» Exercise prompt
Give the number of lines in the data below containing the word "grid", with no other text.

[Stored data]

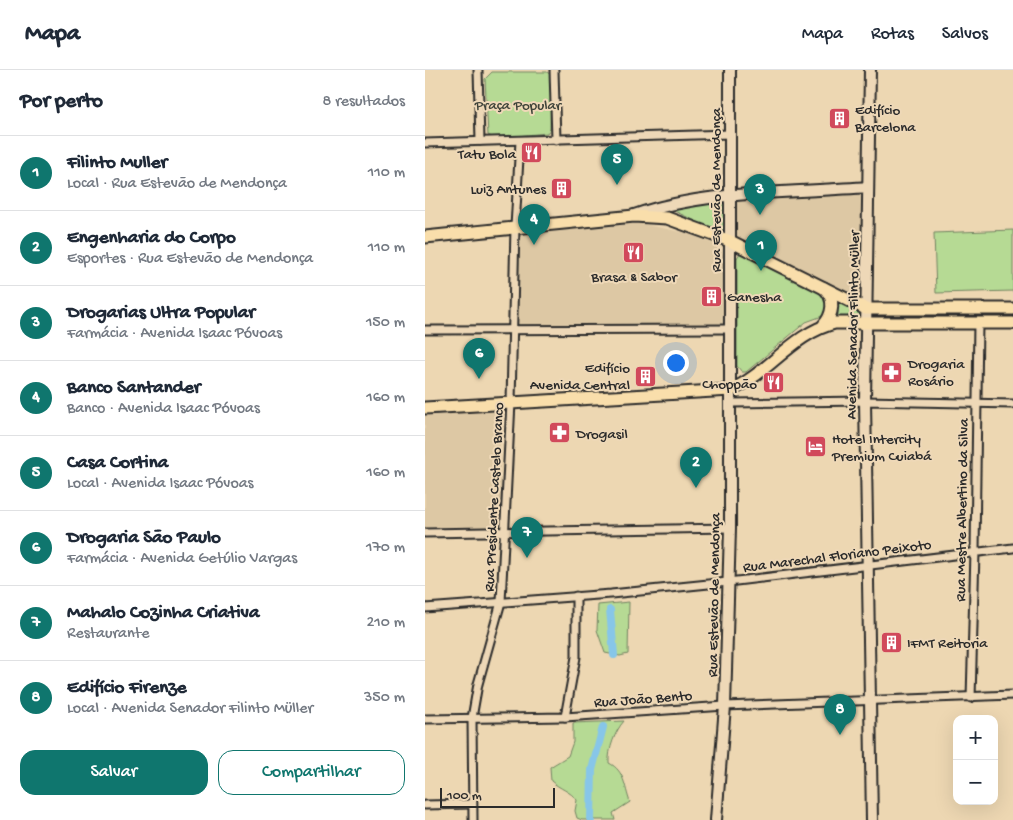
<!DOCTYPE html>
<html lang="pt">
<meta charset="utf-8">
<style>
:root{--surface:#fff;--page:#f2f2f3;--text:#1f2937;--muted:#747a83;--line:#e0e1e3;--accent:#0f766e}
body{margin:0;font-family:"Gochi Hand",sans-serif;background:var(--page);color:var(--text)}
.controls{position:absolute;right:15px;bottom:15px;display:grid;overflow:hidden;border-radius:10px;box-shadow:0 5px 20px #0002}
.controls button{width:45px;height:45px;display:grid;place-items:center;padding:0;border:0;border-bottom:1px solid var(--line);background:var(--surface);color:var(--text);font:25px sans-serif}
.scale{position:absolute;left:15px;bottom:12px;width:115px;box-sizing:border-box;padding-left:5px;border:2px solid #2b2b2b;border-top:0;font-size:14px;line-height:18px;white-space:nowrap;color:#2b2b2b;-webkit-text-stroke:4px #eed8b7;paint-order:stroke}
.you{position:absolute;left:250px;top:292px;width:18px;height:18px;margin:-12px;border:4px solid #fff;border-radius:50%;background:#1a73e8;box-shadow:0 0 0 8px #1a73e833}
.badge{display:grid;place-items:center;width:32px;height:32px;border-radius:50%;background:var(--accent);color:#fff;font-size:16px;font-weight:700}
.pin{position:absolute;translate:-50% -41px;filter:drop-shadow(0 1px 2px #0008)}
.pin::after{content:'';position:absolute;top:26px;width:18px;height:15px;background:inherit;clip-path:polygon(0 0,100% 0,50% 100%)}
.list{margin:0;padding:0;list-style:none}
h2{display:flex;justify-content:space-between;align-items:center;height:65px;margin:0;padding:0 20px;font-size:21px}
h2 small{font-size:16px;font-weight:400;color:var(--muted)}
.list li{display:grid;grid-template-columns:32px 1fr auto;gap:15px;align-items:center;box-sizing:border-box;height:75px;padding:0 20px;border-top:1px solid var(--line)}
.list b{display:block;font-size:19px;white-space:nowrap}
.list p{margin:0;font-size:16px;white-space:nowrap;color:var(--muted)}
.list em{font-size:16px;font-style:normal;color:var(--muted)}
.actions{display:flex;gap:10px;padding:15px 20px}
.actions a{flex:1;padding:11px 0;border:1px solid var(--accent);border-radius:15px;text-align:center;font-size:18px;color:var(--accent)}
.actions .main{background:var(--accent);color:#fff}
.map{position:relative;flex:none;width:588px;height:750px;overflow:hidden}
header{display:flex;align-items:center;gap:30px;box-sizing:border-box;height:70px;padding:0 25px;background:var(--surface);border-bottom:1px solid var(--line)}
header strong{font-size:24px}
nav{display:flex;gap:28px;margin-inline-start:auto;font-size:18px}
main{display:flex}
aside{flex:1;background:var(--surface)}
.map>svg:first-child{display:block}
.built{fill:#ddc8a4}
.green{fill:#b6da94;stroke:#708260}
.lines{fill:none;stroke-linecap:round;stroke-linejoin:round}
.canal{stroke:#87c6e8;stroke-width:8}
.street-casing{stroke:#2b2b2b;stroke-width:11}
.secondary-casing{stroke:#2b2b2b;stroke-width:14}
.primary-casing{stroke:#2b2b2b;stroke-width:15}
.street{stroke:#eed8b7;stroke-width:7}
.secondary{stroke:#eed8b7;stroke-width:10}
.primary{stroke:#f9deab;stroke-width:11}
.labels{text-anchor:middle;stroke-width:4;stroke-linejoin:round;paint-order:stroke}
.park-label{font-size:15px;fill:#40453b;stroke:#eed8b7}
.poi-label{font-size:15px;fill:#2b2b2b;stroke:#eed8b7;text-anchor:start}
.street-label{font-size:15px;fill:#2b2b2b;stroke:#eed8b7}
</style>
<header>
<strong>Mapa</strong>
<nav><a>Mapa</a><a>Rotas</a><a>Salvos</a></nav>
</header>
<main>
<aside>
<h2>Por perto<small>8 resultados</small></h2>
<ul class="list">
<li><span class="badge">1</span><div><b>Filinto Muller</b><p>Local · Rua Estevão de Mendonça</p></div><em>110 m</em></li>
<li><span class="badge">2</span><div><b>Engenharia do Corpo</b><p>Esportes · Rua Estevão de Mendonça</p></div><em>110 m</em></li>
<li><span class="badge">3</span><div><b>Drogarias Ultra Popular</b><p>Farmácia · Avenida Isaac Póvoas</p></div><em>150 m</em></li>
<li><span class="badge">4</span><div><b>Banco Santander</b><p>Banco · Avenida Isaac Póvoas</p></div><em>160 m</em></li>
<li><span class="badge">5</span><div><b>Casa Cortina</b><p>Local · Avenida Isaac Póvoas</p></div><em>160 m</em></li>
<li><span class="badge">6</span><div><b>Drogaria São Paulo</b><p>Farmácia · Avenida Getúlio Vargas</p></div><em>170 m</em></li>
<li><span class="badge">7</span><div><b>Mahalo Cozinha Criativa</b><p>Restaurante</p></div><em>210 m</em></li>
<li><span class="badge">8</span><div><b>Edifício Firenze</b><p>Local · Avenida Senador Filinto Müller</p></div><em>350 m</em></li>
</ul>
<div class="actions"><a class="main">Salvar</a><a>Compartilhar</a></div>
</aside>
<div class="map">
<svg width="588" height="750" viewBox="0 0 588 750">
<rect width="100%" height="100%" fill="#edd7b2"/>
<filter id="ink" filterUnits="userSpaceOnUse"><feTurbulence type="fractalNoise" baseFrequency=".02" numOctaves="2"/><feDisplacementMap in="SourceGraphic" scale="10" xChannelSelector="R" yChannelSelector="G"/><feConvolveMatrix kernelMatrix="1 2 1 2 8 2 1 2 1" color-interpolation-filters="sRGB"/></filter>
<g filter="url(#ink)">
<g class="built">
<path d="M439,121L436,229L311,167V132Z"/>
<path d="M182,154H217L266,164L293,176L301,189L303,257L90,258L95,164Z"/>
<path d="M74,341L77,461L0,463V342Z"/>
</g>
<g class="green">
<path d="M67,2H122L126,5L125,59L122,63L69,68L63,65L60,9Z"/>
<path d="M297,132L300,136V158L294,162L245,139Z"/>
<path d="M588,160V221L511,223L509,163Z"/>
<path d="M315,183L399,224L403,234L400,245L381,252L321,302H317L312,296V188Z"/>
<path d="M413,231L436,240V247H413Z"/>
<path d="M504,243L588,244V248L504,247Z"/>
<path d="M449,244H492L493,246L492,248H448Z"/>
<path d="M204,532L203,584L195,586L180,583L172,560L173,535Z"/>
<path d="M199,651C190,661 183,680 184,693C200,701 199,716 205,732L188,743L190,750H157L152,748L150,741L152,730C145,721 135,719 126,711L125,697L143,686L148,672V653Z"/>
</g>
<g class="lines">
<g class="canal">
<path d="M185,540L189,585"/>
<path d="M166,750L167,700L178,657"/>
</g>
<defs>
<g id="street">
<path d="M53,0L55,71"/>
<path d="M129,0L131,70"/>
<path d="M0,73L305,64"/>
<path d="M0,260L304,259"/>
<path d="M305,333L440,331L588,334"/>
<path d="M0,463L305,458"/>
<path d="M0,538L186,524L303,512L588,478"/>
<path d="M546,628L550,482L553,252"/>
<path d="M140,647L151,587V526"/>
<path d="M0,649L140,647L300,636L588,625"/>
<path d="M0,735L47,734"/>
<path d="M48,750L47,648L53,614L76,532L86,332L90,157L95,71"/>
</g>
<g id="secondary">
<path d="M445,0L440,331L447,750"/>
<path d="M209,145C281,120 368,123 443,117"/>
<path d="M291,750L300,636L305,458V0"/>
</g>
<g id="primary">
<path d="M0,167L209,146L242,148L305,171L441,239H588"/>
<path d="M398,256C408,245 411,229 399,218"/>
<path d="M0,338L306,320C344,303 368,263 410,253H588"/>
</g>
</defs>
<use href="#street" class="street-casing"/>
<use href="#secondary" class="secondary-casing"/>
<use href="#primary" class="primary-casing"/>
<use href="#street" class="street"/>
<use href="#secondary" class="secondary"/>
<use href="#primary" class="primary"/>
</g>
</g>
<defs>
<symbol id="building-square" viewBox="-11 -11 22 22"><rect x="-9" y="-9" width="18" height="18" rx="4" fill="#d1495b" stroke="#eed8b7"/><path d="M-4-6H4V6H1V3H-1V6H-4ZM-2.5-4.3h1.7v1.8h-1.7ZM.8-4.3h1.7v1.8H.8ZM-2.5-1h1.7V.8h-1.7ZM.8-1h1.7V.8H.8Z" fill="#fff"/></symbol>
<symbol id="restaurant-square" viewBox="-11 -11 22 22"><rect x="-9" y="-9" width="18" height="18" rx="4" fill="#d1495b" stroke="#eed8b7"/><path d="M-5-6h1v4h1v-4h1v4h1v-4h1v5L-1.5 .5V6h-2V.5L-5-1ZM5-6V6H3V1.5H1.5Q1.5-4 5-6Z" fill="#fff"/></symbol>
<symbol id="pharmacy-square" viewBox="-11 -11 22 22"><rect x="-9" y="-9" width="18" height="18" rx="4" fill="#d1495b" stroke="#eed8b7"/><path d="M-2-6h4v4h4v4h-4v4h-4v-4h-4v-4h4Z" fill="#fff"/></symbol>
<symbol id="hotel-square" viewBox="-11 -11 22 22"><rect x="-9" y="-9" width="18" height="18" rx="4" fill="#d1495b" stroke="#eed8b7"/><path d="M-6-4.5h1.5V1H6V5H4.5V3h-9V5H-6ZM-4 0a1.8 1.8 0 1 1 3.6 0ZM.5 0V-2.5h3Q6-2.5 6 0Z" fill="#fff"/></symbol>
</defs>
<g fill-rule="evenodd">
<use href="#building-square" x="402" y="36" width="25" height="25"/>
<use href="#restaurant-square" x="94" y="70" width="25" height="25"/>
<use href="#building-square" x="124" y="106" width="25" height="25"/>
<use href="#restaurant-square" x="196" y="170" width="25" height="25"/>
<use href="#building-square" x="274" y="214" width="25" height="25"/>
<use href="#pharmacy-square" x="454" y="290" width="25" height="25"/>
<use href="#building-square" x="208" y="294" width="25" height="25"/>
<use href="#restaurant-square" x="336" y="300" width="25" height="25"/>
<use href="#pharmacy-square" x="122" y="350" width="25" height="25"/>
<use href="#hotel-square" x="378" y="364" width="25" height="25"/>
<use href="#building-square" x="454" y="560" width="25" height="25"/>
</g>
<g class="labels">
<g class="park-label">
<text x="93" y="39">Praça Popular</text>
</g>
<g class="poi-label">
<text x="430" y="44">Edifício<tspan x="430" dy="17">Barcelona</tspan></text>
<text x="91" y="88" text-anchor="end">Tatu Bola</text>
<text x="121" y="123" text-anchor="end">Luiz Antunes</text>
<text x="209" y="211" text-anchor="middle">Brasa &amp; Sabor</text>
<text x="302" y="231">Ganesha</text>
<text x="483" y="298">Drogaria<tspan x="483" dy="17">Rosário</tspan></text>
<text x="205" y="302" text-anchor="end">Edifício<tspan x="205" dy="17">Avenida Central</tspan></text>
<text x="332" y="318" text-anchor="end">Choppão</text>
<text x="151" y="368">Drogasil</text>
<text x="407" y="373">Hotel Intercity<tspan x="407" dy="17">Premium Cuiabá</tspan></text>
<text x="482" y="577">IFMT Reitoria</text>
</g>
<g class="street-label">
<text transform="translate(290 120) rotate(-90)" y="5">Rua Estevão de Mendonça</text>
<text transform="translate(427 255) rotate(-89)" y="5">Avenida Senador Filinto Müller</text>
<text transform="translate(68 427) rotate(-87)" y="5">Rua Presidente Castelo Branco</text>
<text transform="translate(536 440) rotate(-89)" y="5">Rua Mestre Albertino da Silva</text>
<text transform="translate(412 485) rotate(-7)" y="5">Rua Marechal Floriano Peixoto</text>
<text transform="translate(288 525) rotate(-89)" y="5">Rua Estevão de Mendonça</text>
<text transform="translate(218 628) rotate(-4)" y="5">Rua João Bento</text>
</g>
</g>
</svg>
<div class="controls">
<button>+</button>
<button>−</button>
</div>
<div class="scale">100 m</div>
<div class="you"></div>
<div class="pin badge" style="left:336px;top:201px">1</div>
<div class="pin badge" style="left:271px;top:418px">2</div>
<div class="pin badge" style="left:335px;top:145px">3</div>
<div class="pin badge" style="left:109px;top:175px">4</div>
<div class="pin badge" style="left:192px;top:115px">5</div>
<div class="pin badge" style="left:54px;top:309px">6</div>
<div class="pin badge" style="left:102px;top:488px">7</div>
<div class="pin badge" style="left:415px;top:665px">8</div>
</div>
</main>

» Output of the task
4